*** RECORDS SUPPLIED ***

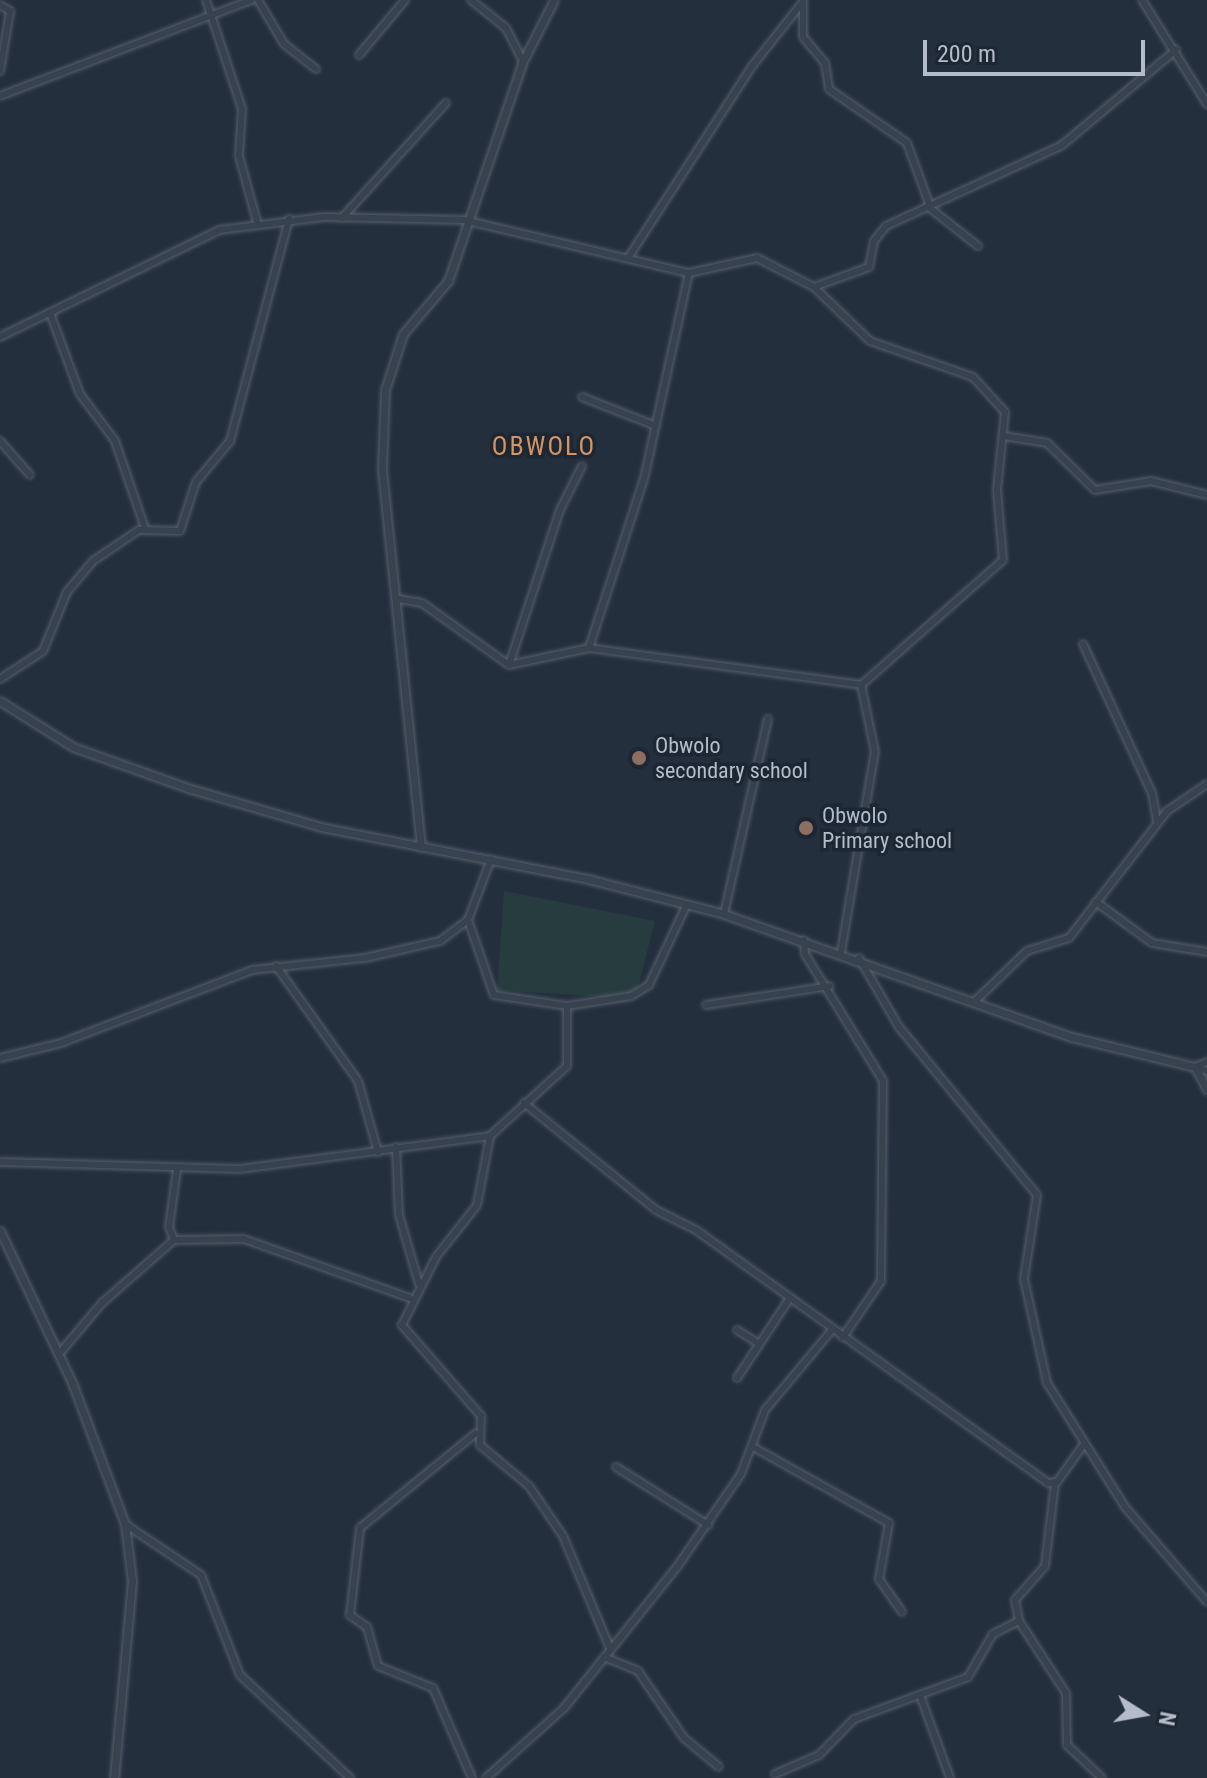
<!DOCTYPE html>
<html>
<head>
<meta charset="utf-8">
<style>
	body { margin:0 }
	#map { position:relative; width:1207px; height:1778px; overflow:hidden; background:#242f3e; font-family:"Roboto Condensed",sans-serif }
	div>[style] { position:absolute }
	.green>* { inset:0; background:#263c3f }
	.roads { filter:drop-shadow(0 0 2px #565f6c) drop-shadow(0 0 2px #565f6c) }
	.minor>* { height:6px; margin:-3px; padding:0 3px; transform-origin:3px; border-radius:3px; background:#38414e }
	.tertiary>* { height:7px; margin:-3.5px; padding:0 3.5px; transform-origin:3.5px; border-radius:3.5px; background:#38414e }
	.dots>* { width:22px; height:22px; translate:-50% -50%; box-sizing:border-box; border:4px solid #1d2633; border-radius:50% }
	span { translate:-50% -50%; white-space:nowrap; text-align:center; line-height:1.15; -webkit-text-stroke:7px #1d2633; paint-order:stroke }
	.poi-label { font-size:22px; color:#b4bcc9 }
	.left { translate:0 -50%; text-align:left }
	.quarter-label { font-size:26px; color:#d59563; letter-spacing:2px }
	.north { position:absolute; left:1103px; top:1674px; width:80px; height:80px; -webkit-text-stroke:6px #1d2633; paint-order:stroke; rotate:101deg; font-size:22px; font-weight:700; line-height:32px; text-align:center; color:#b4bcc9 }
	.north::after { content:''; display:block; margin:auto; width:28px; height:36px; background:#b4bcc9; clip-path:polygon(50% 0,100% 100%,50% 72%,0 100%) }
	.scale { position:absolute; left:923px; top:40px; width:222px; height:36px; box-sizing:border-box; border:4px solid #b4bcc9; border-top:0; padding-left:10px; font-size:24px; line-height:28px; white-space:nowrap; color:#b4bcc9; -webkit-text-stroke:6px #1d2633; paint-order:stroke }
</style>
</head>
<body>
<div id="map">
	<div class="green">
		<i style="clip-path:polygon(504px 891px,655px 921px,635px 999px,497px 990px)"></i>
	</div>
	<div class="roads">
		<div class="minor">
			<i style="left:206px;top:0;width:115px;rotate:71.7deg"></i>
			<i style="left:242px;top:109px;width:47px;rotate:93.7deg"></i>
			<i style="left:239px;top:156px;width:68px;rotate:74.7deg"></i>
			<i style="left:258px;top:0;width:51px;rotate:59.4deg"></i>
			<i style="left:284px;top:44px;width:41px;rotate:38deg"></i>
			<i style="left:471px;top:0;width:45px;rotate:38.7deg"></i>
			<i style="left:506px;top:28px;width:37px;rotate:63deg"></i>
			<i style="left:803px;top:0;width:37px;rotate:90deg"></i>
			<i style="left:803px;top:37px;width:34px;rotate:50deg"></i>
			<i style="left:825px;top:63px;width:26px;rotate:81deg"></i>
			<i style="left:829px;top:89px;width:95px;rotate:34.7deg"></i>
			<i style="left:907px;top:143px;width:70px;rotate:70deg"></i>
			<i style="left:931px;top:209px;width:60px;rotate:38.2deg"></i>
			<i style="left:1142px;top:0;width:123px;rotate:58deg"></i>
			<i style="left:0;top:5px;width:12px;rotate:31deg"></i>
			<i style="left:10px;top:11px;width:61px;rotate:99.5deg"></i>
			<i style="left:359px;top:55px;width:72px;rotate:-50.1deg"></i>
			<i style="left:0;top:96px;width:269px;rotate:-20.9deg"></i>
			<i style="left:342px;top:218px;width:155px;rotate:-47.9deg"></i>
			<i style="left:628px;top:258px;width:230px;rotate:-57.1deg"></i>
			<i style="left:753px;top:65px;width:79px;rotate:-51.7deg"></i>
			<i style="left:814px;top:287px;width:78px;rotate:44deg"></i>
			<i style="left:870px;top:341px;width:109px;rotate:19.3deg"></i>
			<i style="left:973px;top:377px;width:47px;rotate:47.6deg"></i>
			<i style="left:1005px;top:412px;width:78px;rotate:95.9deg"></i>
			<i style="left:997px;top:490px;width:70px;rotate:85.1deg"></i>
			<i style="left:1003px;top:560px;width:189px;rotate:138.6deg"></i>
			<i style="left:50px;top:313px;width:86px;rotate:69.7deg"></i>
			<i style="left:80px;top:394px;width:59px;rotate:53.3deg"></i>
			<i style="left:115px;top:441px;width:92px;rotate:71deg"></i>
			<i style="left:0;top:337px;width:244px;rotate:-26deg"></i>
			<i style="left:219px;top:230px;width:106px;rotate:-7.1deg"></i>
			<i style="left:324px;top:217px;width:140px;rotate:1.2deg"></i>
			<i style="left:464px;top:220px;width:231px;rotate:13.3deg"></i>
			<i style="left:689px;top:273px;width:70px;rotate:-12.4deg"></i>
			<i style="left:757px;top:258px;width:64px;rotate:27deg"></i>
			<i style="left:814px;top:287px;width:59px;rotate:-20deg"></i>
			<i style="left:869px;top:267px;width:26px;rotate:-79deg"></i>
			<i style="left:874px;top:241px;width:19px;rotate:-51deg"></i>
			<i style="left:886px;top:226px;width:192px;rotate:-24.6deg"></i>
			<i style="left:1061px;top:146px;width:150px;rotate:-39.9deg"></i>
			<i style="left:582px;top:397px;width:79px;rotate:21.4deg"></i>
			<i style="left:1004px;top:436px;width:44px;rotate:9.2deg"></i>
			<i style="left:1047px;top:443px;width:67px;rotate:44.4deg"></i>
			<i style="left:1095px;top:490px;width:57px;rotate:-9.1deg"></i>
			<i style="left:1151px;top:481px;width:58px;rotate:14deg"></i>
			<i style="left:0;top:441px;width:45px;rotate:48.6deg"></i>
			<i style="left:399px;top:599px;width:23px;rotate:10deg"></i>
			<i style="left:422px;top:603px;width:107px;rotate:35.5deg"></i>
			<i style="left:509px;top:665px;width:82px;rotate:-12deg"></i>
			<i style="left:589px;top:648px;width:275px;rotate:7.7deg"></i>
			<i style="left:1083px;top:644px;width:164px;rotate:65.2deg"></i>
			<i style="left:1152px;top:793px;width:28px;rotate:80deg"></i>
			<i style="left:589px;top:648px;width:178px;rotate:-72deg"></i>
			<i style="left:644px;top:479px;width:211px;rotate:-77.7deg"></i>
			<i style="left:509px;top:665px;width:163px;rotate:-71.8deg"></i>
			<i style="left:560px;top:510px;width:49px;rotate:-63.4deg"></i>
			<i style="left:0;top:679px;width:51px;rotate:-33.1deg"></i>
			<i style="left:43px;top:651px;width:64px;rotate:-67.9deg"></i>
			<i style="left:67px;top:592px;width:40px;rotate:-50deg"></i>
			<i style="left:93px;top:561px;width:55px;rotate:-34deg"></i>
			<i style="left:139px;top:530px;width:41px;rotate:1.4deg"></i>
			<i style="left:180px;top:531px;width:52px;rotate:-71.9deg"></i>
			<i style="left:196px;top:482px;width:53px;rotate:-50.3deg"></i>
			<i style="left:230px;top:441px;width:230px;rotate:-75.1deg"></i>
			<i style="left:1096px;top:902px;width:69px;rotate:36.2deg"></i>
			<i style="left:1152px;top:943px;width:56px;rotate:9.3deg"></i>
			<i style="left:724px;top:914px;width:200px;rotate:-77.3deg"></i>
			<i style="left:468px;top:920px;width:79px;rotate:70.9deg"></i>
			<i style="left:494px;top:995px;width:74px;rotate:8.6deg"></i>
			<i style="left:804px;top:940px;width:14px;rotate:86deg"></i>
			<i style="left:805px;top:954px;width:149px;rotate:58.4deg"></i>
			<i style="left:883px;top:1081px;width:200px;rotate:90.6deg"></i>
			<i style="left:881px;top:1281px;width:68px;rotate:124.2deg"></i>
			<i style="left:841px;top:952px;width:203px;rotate:-80.4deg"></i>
			<i style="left:875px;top:752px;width:68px;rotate:-101.8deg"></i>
			<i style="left:859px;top:958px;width:80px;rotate:59.9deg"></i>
			<i style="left:899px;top:1027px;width:217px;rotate:50.6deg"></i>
			<i style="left:1037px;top:1195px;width:85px;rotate:98.8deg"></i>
			<i style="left:1024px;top:1279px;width:107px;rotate:77.5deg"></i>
			<i style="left:1047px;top:1383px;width:146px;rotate:57.8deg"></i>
			<i style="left:1125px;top:1507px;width:125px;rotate:49.2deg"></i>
			<i style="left:276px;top:966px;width:141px;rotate:54.5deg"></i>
			<i style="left:358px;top:1081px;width:74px;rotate:74.3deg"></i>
			<i style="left:974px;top:1002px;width:74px;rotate:-43.9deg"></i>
			<i style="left:1027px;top:951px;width:44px;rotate:-17.2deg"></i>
			<i style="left:1069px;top:938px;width:160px;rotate:-52.3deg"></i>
			<i style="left:1167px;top:811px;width:48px;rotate:-34deg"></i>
			<i style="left:706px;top:1005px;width:125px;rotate:-8.7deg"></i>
			<i style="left:0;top:1058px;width:63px;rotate:-13.8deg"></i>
			<i style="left:61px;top:1043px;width:204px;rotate:-20.9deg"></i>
			<i style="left:252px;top:970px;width:114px;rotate:-6.1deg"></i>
			<i style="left:365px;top:958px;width:77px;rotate:-12.8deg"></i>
			<i style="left:440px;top:941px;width:35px;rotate:-37deg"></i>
			<i style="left:468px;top:920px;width:65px;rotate:-69.3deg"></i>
			<i style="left:1195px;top:1067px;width:13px;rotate:-23deg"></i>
			<i style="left:1195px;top:1067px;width:13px;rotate:18deg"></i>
			<i style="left:524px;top:1103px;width:170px;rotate:39deg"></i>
			<i style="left:656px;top:1210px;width:45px;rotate:26.6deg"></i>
			<i style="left:696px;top:1230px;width:433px;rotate:35.7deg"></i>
			<i style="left:1048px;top:1483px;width:9px;rotate:-6deg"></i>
			<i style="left:1057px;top:1482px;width:47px;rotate:-54.6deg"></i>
			<i style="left:396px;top:1147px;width:68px;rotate:87.5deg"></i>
			<i style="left:399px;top:1215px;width:72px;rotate:73.8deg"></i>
			<i style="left:0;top:1162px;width:240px;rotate:1.7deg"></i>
			<i style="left:240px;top:1169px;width:252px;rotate:-7.5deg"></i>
			<i style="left:174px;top:1240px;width:14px;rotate:-111deg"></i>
			<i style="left:169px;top:1227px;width:59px;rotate:-82.1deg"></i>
			<i style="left:737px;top:1330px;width:25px;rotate:32deg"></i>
			<i style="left:59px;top:1354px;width:67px;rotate:-49.9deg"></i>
			<i style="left:102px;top:1303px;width:96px;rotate:-41.2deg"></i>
			<i style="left:174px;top:1240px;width:70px;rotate:-0.8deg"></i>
			<i style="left:244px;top:1239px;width:176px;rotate:19.6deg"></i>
			<i style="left:737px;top:1378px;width:96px;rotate:-56.5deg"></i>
			<i style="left:753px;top:1447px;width:156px;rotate:29.2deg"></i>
			<i style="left:889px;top:1523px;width:57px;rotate:100.1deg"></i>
			<i style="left:879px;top:1579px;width:40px;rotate:55.1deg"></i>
			<i style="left:616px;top:1467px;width:109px;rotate:32.2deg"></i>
			<i style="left:1055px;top:1483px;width:84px;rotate:96.9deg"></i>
			<i style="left:1045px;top:1566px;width:45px;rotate:131.4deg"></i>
			<i style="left:1015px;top:1600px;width:21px;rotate:79deg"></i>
			<i style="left:1019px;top:1621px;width:86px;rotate:56.9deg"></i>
			<i style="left:1066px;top:1693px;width:52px;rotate:88.9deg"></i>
			<i style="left:1067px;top:1745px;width:48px;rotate:43.3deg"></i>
			<i style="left:125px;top:1524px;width:92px;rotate:33.9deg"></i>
			<i style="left:201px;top:1575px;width:107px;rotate:68.7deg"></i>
			<i style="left:240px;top:1675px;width:151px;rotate:43.1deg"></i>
			<i style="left:609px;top:1646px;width:119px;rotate:-112.7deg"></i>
			<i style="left:563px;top:1536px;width:60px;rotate:-124.2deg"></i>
			<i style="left:529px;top:1486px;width:64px;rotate:-140.1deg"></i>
			<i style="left:480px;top:1445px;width:29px;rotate:-88deg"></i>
			<i style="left:481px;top:1416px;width:121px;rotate:-131deg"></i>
			<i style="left:402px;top:1325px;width:76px;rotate:-63.4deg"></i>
			<i style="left:436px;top:1257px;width:66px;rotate:-51.7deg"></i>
			<i style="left:477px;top:1205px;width:70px;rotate:-79.3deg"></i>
			<i style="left:490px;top:1136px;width:104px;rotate:-42.3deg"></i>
			<i style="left:567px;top:1066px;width:60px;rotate:-90deg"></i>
			<i style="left:567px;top:1006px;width:65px;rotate:-8.9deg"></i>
			<i style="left:631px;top:996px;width:21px;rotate:-31deg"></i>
			<i style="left:649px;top:985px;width:89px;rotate:-64.9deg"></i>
			<i style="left:604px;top:1657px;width:37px;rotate:22deg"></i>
			<i style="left:638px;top:1671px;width:81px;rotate:55.5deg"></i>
			<i style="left:684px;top:1738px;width:45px;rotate:39.6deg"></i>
			<i style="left:920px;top:1695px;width:88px;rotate:70.1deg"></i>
			<i style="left:775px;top:1774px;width:48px;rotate:-23.4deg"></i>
			<i style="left:819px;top:1755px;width:50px;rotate:-45.8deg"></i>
			<i style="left:854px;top:1719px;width:121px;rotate:-20.2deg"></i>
			<i style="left:968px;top:1677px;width:50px;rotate:-59.8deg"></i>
			<i style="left:993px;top:1634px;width:29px;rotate:-27deg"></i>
			<i style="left:472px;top:1778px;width:98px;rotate:-113.4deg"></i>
			<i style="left:433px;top:1688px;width:59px;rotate:-158.2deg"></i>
			<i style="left:378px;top:1666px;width:41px;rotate:-105.8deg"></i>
			<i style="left:367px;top:1627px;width:21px;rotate:-145deg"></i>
			<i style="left:350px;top:1615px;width:88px;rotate:-83.4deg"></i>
			<i style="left:360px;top:1528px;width:149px;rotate:-39.3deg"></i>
			<i style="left:486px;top:1778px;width:105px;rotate:-41.9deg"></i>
			<i style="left:564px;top:1708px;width:181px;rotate:-51.3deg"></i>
			<i style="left:677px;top:1567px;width:113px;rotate:-55.5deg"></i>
			<i style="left:741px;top:1474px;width:68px;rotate:-69.4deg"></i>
			<i style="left:765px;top:1410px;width:104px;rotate:-50.1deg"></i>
		</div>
		<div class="tertiary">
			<i style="left:0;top:701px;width:86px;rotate:32.2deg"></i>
			<i style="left:73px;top:747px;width:122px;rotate:19.6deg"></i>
			<i style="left:188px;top:788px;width:139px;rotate:16.3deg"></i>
			<i style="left:321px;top:827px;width:272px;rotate:11deg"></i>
			<i style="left:588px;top:879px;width:140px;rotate:14.4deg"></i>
			<i style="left:724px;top:914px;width:369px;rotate:19.5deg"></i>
			<i style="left:1072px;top:1037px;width:127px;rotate:13.7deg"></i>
			<i style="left:1195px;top:1067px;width:26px;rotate:62deg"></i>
			<i style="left:421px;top:847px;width:380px;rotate:-95.9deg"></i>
			<i style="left:382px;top:469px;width:79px;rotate:-87.8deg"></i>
			<i style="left:385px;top:390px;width:59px;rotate:-72.2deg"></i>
			<i style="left:403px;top:334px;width:70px;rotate:-49.7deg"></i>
			<i style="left:448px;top:281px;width:232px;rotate:-71.2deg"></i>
			<i style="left:523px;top:61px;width:68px;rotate:-63.1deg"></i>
			<i style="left:0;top:1231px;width:170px;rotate:64.6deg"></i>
			<i style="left:73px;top:1385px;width:148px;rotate:69.5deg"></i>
			<i style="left:125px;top:1524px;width:57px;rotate:83deg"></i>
			<i style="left:132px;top:1581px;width:198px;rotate:95.2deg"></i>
		</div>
	</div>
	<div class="dots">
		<i style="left:639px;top:758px;background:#8d6e63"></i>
		<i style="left:806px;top:828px;background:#8d6e63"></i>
	</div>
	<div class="poi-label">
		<span class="left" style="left:655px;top:758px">Obwolo<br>secondary school</span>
		<span class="left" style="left:822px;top:828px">Obwolo<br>Primary school</span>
	</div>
	<div class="quarter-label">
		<span style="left:544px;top:447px">OBWOLO</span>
	</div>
	<div class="north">N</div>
	<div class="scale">200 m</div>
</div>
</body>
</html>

*** End of RECORDS SUPPLIED ***

WHAT TO DO
Take the lines from the start of the material to the line with "translate:-50% -50%; white-space:nowrap;", both included, and transcribe them exactly without the pictures.

TASK ANSWER
<!DOCTYPE html>
<html>
<head>
<meta charset="utf-8">
<style>
	body { margin:0 }
	#map { position:relative; width:1207px; height:1778px; overflow:hidden; background:#242f3e; font-family:"Roboto Condensed",sans-serif }
	div>[style] { position:absolute }
	.green>* { inset:0; background:#263c3f }
	.roads { filter:drop-shadow(0 0 2px #565f6c) drop-shadow(0 0 2px #565f6c) }
	.minor>* { height:6px; margin:-3px; padding:0 3px; transform-origin:3px; border-radius:3px; background:#38414e }
	.tertiary>* { height:7px; margin:-3.5px; padding:0 3.5px; transform-origin:3.5px; border-radius:3.5px; background:#38414e }
	.dots>* { width:22px; height:22px; translate:-50% -50%; box-sizing:border-box; border:4px solid #1d2633; border-radius:50% }
	span { translate:-50% -50%; white-space:nowrap; text-align:center; line-height:1.15; -webkit-text-stroke:7px #1d2633; paint-order:stroke }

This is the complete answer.